Top of Dataset excerpts
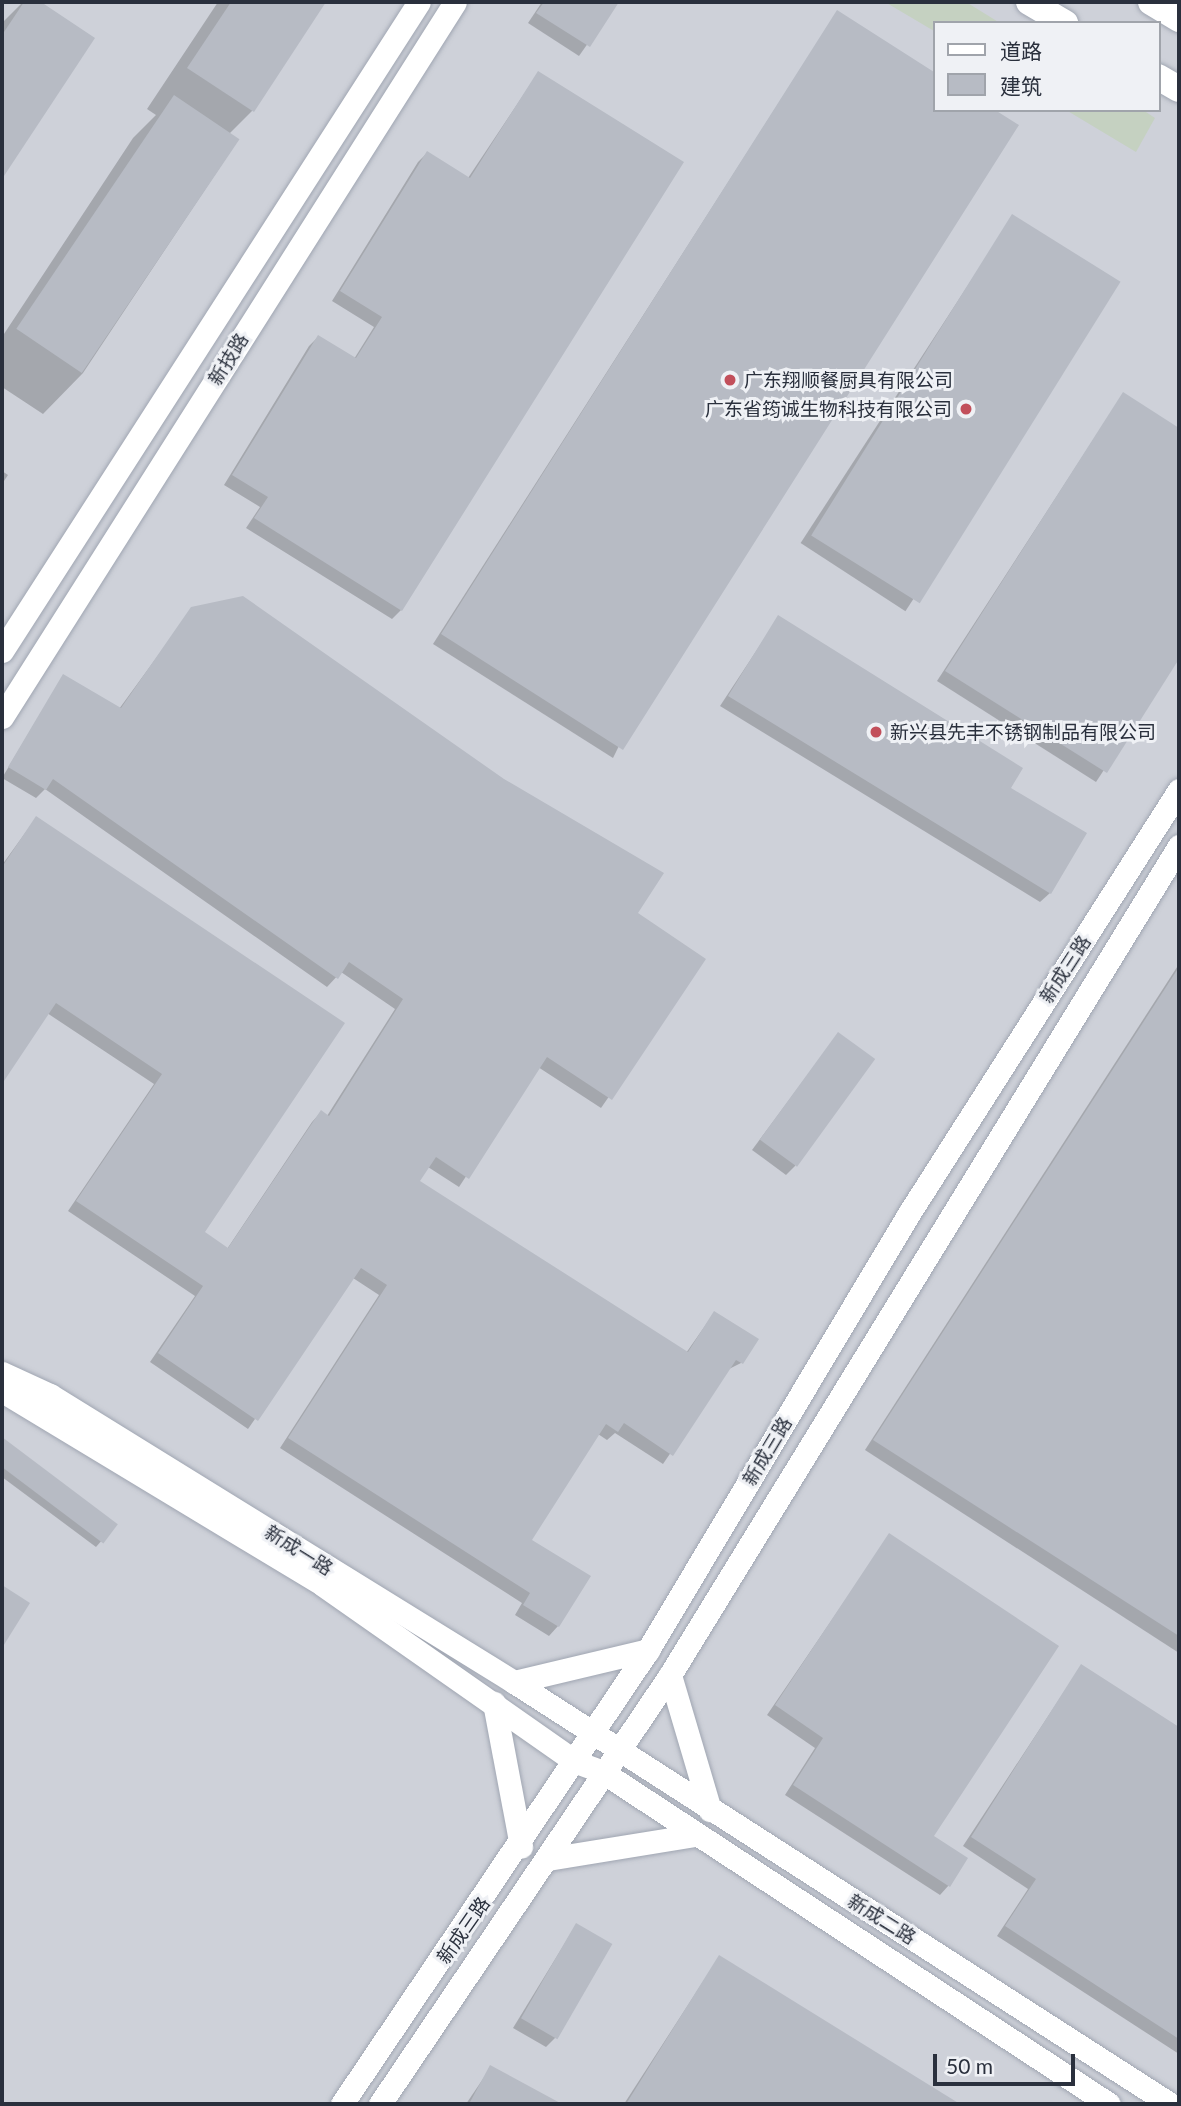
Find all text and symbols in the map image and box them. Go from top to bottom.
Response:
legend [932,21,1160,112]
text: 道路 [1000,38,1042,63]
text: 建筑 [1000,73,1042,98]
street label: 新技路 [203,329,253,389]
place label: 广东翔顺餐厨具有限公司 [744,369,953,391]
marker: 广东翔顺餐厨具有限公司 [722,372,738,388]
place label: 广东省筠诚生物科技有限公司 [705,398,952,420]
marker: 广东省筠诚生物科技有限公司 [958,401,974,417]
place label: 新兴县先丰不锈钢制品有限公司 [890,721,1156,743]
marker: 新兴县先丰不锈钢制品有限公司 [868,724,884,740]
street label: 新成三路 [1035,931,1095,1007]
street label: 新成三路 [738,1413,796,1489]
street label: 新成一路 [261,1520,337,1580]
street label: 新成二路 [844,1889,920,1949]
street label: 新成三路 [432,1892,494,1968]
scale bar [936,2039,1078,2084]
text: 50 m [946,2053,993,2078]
Bottom of Dataset excerpts
Assignment: Each entry above must be repeated word for word, minus its images.

Solved problem:
Find all text and symbols in the map image and box them. Go from top to bottom.
Response:
legend [932,21,1160,112]
text: 道路 [1000,38,1042,63]
text: 建筑 [1000,73,1042,98]
street label: 新技路 [203,329,253,389]
place label: 广东翔顺餐厨具有限公司 [744,369,953,391]
marker: 广东翔顺餐厨具有限公司 [722,372,738,388]
place label: 广东省筠诚生物科技有限公司 [705,398,952,420]
marker: 广东省筠诚生物科技有限公司 [958,401,974,417]
place label: 新兴县先丰不锈钢制品有限公司 [890,721,1156,743]
marker: 新兴县先丰不锈钢制品有限公司 [868,724,884,740]
street label: 新成三路 [1035,931,1095,1007]
street label: 新成三路 [738,1413,796,1489]
street label: 新成一路 [261,1520,337,1580]
street label: 新成二路 [844,1889,920,1949]
street label: 新成三路 [432,1892,494,1968]
scale bar [936,2039,1078,2084]
text: 50 m [946,2053,993,2078]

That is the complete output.